- Assigned task -
Filter the listing below, please, and copy only the lines with the word "lists".

- Data records -
....................

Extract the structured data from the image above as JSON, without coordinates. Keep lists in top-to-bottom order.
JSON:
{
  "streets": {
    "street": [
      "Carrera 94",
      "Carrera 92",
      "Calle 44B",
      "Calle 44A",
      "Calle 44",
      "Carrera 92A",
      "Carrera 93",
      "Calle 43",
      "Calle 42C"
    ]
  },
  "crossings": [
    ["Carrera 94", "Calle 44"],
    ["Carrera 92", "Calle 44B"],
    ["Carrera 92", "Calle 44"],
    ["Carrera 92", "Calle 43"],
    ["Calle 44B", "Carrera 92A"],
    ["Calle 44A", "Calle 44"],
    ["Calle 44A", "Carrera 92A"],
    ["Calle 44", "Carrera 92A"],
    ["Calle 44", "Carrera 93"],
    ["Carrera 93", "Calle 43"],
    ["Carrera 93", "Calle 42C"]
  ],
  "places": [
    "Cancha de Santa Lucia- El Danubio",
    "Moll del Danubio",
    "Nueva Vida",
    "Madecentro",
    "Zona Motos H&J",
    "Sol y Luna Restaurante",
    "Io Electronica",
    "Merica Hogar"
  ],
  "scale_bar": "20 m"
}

....................

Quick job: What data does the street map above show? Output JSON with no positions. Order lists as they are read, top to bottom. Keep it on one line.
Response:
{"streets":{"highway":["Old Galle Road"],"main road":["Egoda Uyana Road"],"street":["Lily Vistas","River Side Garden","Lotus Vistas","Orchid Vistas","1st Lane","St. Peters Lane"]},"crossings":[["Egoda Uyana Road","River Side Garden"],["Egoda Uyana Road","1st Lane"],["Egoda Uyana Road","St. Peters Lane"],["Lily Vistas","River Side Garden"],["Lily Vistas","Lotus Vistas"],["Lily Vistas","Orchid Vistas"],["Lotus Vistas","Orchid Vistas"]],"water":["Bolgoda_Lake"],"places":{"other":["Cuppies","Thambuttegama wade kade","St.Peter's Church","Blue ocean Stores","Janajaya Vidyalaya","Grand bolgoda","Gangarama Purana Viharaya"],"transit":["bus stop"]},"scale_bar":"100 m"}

....................

- Answer space -
Extract the structured data from the image above as JSON, without coordinates. Keep lists in top-to-bottom order.
Quick job: What data does the street map above show? Output JSON with no positions. Order lists as they are read, top to bottom. Keep it on one line.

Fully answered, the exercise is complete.